What you will do:
Please copy the lines below exactly, from the first one through the line showing "ctx.textAlign = isNaN(turn)".

::: Data shown :::

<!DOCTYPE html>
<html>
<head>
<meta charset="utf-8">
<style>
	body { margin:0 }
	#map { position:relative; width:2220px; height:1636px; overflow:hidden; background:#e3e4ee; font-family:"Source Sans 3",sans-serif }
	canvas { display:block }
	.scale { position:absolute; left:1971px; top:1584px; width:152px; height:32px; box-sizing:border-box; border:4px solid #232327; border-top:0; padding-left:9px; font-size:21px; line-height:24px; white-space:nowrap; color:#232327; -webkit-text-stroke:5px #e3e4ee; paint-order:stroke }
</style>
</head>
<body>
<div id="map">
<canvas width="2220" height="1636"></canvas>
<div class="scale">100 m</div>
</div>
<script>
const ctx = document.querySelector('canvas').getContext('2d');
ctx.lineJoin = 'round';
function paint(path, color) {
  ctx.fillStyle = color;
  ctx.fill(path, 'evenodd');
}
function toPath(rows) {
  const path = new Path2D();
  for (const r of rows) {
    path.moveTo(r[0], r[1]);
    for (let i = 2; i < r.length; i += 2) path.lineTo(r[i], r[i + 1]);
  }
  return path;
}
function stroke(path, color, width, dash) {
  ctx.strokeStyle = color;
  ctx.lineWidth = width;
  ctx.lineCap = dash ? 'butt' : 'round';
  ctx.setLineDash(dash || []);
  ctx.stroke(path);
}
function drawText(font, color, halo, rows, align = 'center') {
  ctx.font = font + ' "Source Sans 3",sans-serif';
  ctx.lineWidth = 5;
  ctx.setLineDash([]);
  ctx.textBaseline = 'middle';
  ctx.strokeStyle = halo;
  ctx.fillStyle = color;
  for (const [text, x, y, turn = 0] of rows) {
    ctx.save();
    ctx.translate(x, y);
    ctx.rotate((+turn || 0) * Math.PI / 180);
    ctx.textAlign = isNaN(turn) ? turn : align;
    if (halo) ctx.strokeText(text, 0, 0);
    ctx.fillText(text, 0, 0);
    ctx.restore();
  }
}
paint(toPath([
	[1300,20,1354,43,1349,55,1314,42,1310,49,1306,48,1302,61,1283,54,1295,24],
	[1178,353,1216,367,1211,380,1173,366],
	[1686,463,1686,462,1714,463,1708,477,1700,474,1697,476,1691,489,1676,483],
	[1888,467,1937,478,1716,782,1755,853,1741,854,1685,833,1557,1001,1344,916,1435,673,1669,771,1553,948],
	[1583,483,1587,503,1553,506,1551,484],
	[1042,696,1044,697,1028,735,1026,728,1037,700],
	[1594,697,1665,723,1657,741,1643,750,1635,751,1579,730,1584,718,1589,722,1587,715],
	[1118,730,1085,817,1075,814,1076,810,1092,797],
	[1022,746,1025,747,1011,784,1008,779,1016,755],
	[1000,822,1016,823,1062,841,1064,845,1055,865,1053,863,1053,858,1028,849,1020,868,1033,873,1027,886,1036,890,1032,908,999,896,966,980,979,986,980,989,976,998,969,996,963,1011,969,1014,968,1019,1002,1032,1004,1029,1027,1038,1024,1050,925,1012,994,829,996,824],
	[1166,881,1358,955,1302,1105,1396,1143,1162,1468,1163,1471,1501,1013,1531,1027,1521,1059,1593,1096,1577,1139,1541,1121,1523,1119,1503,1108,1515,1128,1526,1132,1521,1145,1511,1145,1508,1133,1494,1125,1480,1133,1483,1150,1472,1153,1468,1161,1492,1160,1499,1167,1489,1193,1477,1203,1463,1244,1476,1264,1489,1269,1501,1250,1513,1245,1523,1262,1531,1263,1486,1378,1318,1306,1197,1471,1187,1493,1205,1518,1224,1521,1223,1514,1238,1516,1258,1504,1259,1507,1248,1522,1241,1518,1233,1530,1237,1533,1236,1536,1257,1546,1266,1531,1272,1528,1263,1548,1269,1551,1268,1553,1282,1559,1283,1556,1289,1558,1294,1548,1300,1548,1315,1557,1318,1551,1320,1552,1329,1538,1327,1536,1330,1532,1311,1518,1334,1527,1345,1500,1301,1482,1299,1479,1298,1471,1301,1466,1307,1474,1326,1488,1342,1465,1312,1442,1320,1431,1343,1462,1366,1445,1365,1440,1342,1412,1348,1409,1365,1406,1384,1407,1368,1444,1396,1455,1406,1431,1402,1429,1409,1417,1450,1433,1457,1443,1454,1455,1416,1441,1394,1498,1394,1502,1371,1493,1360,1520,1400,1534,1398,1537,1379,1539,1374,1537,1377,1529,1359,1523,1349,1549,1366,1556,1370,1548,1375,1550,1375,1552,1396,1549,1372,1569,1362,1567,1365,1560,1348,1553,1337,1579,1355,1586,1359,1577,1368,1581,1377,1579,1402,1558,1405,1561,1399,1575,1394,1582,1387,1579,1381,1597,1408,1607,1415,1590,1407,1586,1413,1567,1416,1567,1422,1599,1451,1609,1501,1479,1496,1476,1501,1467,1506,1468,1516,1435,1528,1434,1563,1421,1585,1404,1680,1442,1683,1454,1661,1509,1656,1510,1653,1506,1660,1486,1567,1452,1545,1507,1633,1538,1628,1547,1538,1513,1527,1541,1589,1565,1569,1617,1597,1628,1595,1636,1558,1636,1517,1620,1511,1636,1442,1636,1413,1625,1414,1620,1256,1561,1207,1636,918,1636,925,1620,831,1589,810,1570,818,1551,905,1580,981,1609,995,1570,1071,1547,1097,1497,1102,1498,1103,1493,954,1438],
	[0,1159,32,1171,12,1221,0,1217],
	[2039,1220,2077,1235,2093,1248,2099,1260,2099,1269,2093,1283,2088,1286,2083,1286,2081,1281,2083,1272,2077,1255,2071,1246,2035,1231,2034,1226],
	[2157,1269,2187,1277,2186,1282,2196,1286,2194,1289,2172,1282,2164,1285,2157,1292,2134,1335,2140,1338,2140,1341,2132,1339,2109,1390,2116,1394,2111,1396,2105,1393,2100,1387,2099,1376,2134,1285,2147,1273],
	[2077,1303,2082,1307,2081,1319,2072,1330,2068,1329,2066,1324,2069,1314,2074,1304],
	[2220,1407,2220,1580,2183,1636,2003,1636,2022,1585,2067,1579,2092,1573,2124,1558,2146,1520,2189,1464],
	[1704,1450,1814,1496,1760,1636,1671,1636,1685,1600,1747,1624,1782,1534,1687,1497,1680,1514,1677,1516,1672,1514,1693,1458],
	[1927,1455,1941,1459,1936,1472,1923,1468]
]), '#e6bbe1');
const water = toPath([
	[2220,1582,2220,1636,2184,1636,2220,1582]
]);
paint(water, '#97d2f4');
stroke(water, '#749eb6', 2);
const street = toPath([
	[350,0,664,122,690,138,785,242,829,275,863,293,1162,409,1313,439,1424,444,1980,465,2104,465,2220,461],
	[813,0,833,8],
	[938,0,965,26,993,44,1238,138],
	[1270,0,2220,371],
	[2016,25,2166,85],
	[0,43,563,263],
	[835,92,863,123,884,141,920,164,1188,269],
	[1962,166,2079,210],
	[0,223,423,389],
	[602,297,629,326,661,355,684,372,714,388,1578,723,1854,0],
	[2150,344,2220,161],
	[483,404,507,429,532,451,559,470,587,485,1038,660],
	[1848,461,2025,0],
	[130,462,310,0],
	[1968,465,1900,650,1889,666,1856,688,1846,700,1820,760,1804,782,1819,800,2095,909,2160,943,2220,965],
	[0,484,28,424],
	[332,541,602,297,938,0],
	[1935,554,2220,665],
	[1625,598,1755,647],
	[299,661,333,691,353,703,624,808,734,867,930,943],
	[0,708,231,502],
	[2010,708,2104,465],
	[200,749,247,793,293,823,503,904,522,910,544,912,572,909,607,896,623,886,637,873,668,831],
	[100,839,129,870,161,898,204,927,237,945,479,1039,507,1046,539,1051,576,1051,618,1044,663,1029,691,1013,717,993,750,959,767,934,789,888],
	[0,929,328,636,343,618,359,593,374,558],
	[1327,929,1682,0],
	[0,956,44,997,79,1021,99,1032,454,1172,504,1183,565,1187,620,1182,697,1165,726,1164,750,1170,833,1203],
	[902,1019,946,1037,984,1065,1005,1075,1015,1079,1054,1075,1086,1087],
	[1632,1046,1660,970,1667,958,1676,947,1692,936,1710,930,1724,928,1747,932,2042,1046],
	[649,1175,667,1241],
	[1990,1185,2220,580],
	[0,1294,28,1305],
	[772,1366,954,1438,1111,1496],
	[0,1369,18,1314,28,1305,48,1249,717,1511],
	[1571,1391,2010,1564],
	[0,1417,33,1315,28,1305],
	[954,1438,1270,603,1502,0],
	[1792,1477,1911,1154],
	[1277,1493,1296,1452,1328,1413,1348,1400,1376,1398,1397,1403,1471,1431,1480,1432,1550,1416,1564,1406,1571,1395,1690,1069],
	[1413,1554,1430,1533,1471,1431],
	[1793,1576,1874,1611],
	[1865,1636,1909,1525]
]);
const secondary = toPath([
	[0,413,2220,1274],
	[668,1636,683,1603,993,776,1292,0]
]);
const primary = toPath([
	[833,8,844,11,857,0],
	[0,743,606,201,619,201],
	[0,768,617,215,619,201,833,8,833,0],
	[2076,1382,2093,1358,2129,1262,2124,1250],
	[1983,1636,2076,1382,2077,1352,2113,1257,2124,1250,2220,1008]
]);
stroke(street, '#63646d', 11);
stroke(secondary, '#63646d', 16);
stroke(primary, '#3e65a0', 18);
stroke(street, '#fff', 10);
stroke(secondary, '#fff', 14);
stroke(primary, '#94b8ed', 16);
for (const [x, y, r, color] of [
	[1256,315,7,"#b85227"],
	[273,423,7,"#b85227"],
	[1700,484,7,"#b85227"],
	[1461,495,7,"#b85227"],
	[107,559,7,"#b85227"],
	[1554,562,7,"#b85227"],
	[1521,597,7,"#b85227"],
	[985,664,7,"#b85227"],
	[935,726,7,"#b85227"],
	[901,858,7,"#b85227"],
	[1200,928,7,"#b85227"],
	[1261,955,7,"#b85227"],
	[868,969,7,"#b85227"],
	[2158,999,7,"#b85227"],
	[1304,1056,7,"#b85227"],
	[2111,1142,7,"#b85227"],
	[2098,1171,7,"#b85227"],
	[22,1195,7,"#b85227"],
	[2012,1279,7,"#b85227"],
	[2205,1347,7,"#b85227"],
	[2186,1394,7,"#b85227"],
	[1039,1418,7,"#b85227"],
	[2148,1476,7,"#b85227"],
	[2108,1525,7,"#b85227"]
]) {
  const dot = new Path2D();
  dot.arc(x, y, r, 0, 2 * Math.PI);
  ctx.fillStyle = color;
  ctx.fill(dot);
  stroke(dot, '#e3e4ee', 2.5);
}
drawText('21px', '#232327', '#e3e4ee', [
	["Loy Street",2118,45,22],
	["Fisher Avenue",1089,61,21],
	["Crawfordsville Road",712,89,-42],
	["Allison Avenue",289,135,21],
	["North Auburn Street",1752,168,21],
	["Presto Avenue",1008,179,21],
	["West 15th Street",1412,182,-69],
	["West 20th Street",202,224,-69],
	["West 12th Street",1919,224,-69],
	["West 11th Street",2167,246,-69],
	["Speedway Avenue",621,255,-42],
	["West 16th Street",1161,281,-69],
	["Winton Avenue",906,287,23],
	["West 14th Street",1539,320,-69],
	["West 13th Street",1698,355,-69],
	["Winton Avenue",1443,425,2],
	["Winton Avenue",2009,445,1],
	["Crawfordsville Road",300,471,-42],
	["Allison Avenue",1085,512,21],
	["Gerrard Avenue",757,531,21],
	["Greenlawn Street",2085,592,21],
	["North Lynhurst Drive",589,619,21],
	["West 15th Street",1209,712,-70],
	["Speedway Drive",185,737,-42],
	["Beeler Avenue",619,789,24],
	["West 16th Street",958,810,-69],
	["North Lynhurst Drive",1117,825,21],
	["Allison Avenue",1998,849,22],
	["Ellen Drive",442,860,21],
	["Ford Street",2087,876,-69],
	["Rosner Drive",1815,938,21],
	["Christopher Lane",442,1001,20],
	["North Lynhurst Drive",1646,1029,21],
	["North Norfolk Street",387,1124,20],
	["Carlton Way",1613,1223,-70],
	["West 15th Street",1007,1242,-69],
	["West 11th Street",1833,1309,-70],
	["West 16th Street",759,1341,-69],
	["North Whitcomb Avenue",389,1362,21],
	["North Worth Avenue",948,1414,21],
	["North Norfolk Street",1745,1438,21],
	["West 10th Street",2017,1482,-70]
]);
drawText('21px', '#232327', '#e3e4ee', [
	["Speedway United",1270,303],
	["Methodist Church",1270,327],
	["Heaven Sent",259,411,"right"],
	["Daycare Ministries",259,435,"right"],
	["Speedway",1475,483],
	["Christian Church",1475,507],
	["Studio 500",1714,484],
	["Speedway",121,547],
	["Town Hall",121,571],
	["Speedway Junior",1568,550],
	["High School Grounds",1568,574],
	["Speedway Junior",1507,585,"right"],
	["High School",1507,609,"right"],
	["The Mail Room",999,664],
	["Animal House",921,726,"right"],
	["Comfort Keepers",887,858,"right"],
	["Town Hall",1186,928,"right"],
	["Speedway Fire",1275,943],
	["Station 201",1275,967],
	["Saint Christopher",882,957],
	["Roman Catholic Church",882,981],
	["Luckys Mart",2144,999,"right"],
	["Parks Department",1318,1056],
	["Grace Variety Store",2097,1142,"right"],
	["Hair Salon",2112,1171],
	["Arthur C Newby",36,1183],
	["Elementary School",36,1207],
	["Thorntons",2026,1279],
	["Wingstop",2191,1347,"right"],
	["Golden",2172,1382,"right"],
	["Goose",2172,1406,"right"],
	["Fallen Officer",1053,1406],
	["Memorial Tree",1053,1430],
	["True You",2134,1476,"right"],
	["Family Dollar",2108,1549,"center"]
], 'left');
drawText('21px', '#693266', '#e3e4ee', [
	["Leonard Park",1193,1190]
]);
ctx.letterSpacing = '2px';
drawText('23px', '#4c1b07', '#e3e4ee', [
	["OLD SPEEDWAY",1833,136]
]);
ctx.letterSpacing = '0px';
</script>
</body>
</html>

:::

Output for this exercise:
<!DOCTYPE html>
<html>
<head>
<meta charset="utf-8">
<style>
	body { margin:0 }
	#map { position:relative; width:2220px; height:1636px; overflow:hidden; background:#e3e4ee; font-family:"Source Sans 3",sans-serif }
	canvas { display:block }
	.scale { position:absolute; left:1971px; top:1584px; width:152px; height:32px; box-sizing:border-box; border:4px solid #232327; border-top:0; padding-left:9px; font-size:21px; line-height:24px; white-space:nowrap; color:#232327; -webkit-text-stroke:5px #e3e4ee; paint-order:stroke }
</style>
</head>
<body>
<div id="map">
<canvas width="2220" height="1636"></canvas>
<div class="scale">100 m</div>
</div>
<script>
const ctx = document.querySelector('canvas').getContext('2d');
ctx.lineJoin = 'round';
function paint(path, color) {
  ctx.fillStyle = color;
  ctx.fill(path, 'evenodd');
}
function toPath(rows) {
  const path = new Path2D();
  for (const r of rows) {
    path.moveTo(r[0], r[1]);
    for (let i = 2; i < r.length; i += 2) path.lineTo(r[i], r[i + 1]);
  }
  return path;
}
function stroke(path, color, width, dash) {
  ctx.strokeStyle = color;
  ctx.lineWidth = width;
  ctx.lineCap = dash ? 'butt' : 'round';
  ctx.setLineDash(dash || []);
  ctx.stroke(path);
}
function drawText(font, color, halo, rows, align = 'center') {
  ctx.font = font + ' "Source Sans 3",sans-serif';
  ctx.lineWidth = 5;
  ctx.setLineDash([]);
  ctx.textBaseline = 'middle';
  ctx.strokeStyle = halo;
  ctx.fillStyle = color;
  for (const [text, x, y, turn = 0] of rows) {
    ctx.save();
    ctx.translate(x, y);
    ctx.rotate((+turn || 0) * Math.PI / 180);
    ctx.textAlign = isNaN(turn) ? turn : align;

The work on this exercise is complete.